Even the most established networks – USA, TNT, TBS, A&E, Lifetime, MTV, Discovery, FX, ABC Family, and others – are starting to grapple with the issues of audience erosion. Nathanson says further that double-digit drop-offs at the conglomerates that own some of the biggest portfolios of channels, “The ratings declines at most of the cable networks were nothing short of staggering.”

The big question is how is this effecting the way national advertisers are spending their money with cable.

The Cabletelevision Advertising Bureau reported that cable’s upfront advertising haul slid six percent in 2014, the first drop in four years. According to Michael Nathanson of MoffettNathanson Research, when networks have bad ratings they often don’t have the inventory [of ratings points] to sell. Advertisers spend money looking for viewers, and less viewers mean that the price per viewer will go up. On a local level it comes down to audience delivery and efficiencies of programming. If cable shows are efficient and can deliver ratings to achieve the cost per point goals set prior to the campaign, then they are purchased. On the cable side (or any media) it still comes down to supply and demand. If the stations are in, or close to, a sold out situation, then the rates are high.
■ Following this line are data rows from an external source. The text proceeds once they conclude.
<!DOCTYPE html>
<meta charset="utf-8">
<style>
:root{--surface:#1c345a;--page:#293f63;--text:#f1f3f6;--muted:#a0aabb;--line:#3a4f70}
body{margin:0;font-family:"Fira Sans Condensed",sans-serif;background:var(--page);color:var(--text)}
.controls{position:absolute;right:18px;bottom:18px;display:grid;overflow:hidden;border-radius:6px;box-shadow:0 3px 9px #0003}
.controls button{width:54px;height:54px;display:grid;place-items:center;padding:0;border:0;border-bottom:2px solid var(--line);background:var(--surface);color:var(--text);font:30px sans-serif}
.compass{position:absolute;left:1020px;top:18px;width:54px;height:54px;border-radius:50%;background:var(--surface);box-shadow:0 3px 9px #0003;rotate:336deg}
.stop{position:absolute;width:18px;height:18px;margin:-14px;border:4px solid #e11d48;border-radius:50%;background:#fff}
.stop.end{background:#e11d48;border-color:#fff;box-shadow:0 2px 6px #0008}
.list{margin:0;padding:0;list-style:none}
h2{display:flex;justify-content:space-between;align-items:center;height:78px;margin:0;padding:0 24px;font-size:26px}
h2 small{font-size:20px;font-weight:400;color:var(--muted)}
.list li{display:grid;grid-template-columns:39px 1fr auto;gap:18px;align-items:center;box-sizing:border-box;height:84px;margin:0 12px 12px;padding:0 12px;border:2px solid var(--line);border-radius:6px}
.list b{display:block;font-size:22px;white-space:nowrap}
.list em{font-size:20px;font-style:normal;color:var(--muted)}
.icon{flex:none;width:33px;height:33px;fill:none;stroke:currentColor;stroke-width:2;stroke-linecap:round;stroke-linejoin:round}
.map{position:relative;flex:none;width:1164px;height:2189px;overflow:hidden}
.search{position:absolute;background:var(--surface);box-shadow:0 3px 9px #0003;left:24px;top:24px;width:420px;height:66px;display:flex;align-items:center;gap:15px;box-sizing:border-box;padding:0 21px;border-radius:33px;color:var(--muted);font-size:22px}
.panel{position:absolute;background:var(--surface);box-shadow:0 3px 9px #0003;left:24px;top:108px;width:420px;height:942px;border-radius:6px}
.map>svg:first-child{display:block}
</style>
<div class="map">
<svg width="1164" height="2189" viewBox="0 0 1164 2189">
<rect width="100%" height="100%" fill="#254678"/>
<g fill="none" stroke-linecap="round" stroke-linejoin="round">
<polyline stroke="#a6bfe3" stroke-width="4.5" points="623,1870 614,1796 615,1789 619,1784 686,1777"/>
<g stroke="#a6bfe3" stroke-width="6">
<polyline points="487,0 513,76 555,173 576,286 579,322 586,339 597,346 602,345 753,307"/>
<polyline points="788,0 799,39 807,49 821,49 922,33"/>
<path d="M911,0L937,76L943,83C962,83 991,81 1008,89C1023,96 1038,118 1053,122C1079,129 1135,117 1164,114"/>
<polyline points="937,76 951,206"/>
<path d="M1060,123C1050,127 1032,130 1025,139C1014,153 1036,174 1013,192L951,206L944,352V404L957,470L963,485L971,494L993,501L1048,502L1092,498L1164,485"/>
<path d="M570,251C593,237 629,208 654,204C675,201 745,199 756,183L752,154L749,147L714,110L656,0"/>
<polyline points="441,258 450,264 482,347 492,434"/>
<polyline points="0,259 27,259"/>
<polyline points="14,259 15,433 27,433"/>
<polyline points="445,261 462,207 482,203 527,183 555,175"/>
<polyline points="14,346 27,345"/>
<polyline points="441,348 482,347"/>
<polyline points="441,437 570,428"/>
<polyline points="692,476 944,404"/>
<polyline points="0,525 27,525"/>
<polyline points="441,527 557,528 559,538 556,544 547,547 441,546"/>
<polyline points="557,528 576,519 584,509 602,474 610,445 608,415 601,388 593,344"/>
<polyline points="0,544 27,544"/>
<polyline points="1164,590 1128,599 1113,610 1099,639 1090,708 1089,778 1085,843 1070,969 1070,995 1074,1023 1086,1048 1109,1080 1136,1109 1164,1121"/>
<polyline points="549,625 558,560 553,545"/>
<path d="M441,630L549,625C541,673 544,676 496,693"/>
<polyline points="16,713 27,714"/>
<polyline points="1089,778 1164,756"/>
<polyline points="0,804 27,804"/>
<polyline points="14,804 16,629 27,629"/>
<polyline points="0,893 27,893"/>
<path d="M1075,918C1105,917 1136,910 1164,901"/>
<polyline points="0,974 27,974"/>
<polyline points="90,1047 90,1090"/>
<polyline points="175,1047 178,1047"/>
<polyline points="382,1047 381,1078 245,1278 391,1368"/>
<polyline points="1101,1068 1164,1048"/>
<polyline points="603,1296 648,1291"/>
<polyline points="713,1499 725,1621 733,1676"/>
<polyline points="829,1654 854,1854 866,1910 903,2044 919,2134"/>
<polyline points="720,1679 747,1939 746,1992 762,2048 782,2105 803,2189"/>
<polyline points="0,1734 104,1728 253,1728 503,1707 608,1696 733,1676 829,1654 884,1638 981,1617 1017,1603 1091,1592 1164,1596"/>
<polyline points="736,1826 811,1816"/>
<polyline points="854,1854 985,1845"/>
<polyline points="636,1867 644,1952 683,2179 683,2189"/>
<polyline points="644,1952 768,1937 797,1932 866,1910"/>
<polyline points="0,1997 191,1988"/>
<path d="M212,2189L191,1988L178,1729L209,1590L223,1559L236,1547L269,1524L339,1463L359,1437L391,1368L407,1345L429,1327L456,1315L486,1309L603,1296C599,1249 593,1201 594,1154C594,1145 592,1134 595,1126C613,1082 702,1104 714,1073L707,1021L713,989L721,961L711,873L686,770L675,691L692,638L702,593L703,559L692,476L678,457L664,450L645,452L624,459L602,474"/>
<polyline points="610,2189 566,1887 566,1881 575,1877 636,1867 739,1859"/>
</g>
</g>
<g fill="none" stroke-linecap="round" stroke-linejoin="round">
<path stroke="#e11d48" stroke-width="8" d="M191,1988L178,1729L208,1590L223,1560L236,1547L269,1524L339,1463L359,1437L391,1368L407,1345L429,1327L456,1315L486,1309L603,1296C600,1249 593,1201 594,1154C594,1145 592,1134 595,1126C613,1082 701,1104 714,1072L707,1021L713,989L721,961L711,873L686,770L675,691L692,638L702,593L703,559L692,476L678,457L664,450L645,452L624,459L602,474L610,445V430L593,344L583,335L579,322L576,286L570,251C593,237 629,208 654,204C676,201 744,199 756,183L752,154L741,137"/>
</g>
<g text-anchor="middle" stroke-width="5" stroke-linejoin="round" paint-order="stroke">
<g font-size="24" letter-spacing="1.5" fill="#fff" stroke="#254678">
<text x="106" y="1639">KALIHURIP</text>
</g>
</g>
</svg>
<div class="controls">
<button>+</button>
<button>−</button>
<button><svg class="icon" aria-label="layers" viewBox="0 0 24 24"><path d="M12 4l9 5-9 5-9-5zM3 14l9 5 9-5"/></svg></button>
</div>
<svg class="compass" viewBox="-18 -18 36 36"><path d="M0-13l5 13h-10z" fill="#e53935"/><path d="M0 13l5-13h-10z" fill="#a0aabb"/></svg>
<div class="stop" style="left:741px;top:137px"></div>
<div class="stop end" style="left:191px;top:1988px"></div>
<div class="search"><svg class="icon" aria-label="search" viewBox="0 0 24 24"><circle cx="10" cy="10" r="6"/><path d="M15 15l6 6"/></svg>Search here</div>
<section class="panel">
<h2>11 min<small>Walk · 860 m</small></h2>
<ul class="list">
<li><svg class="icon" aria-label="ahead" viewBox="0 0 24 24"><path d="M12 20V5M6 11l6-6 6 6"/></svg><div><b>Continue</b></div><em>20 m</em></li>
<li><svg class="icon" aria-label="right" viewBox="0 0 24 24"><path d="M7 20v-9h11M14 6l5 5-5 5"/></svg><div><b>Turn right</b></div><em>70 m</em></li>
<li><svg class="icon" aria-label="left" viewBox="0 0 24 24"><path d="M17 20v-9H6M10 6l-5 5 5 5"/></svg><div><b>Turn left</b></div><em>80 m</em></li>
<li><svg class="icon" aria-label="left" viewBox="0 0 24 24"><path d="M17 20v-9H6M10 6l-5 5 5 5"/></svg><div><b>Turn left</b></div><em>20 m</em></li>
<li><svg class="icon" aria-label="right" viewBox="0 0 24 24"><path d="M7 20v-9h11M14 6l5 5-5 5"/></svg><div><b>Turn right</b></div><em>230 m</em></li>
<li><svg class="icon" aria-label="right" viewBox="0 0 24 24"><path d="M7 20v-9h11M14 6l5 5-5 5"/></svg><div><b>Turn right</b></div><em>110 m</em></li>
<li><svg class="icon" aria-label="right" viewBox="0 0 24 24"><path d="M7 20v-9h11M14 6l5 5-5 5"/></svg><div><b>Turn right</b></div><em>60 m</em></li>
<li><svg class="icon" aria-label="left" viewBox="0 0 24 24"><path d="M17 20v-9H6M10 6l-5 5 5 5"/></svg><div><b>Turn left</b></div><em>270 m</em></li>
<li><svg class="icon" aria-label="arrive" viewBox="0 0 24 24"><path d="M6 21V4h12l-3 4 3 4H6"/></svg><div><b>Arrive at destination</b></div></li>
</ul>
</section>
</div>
If media buyers have room to negotiate because inventory is not so tight, then the advertisers benefit. However, even if the inventory is open, resulting in rates being lower if the ratings are also lower, the efficiencies will not be there, resulting in these shows not being purchased.

We don’t have a predetermined notion that we are NOT going to buy cable because the ratings have decreased. The goal for any and all campaigns for clients is to reach our target as efficiently and effectively as possible. That may mean buying cable primarily or not at all for a campaign.

From many of the trends emerging it seems that the cable ratings will continue to decrease due to a variety of reasons including cord cutting, time-shifting shows, and Netflix to name a few. But, cable will still be considered a viable option for most clients’ campaigns and will still be held to the same standards as broadcast to deliver what is best for our clients’ overall campaign goals.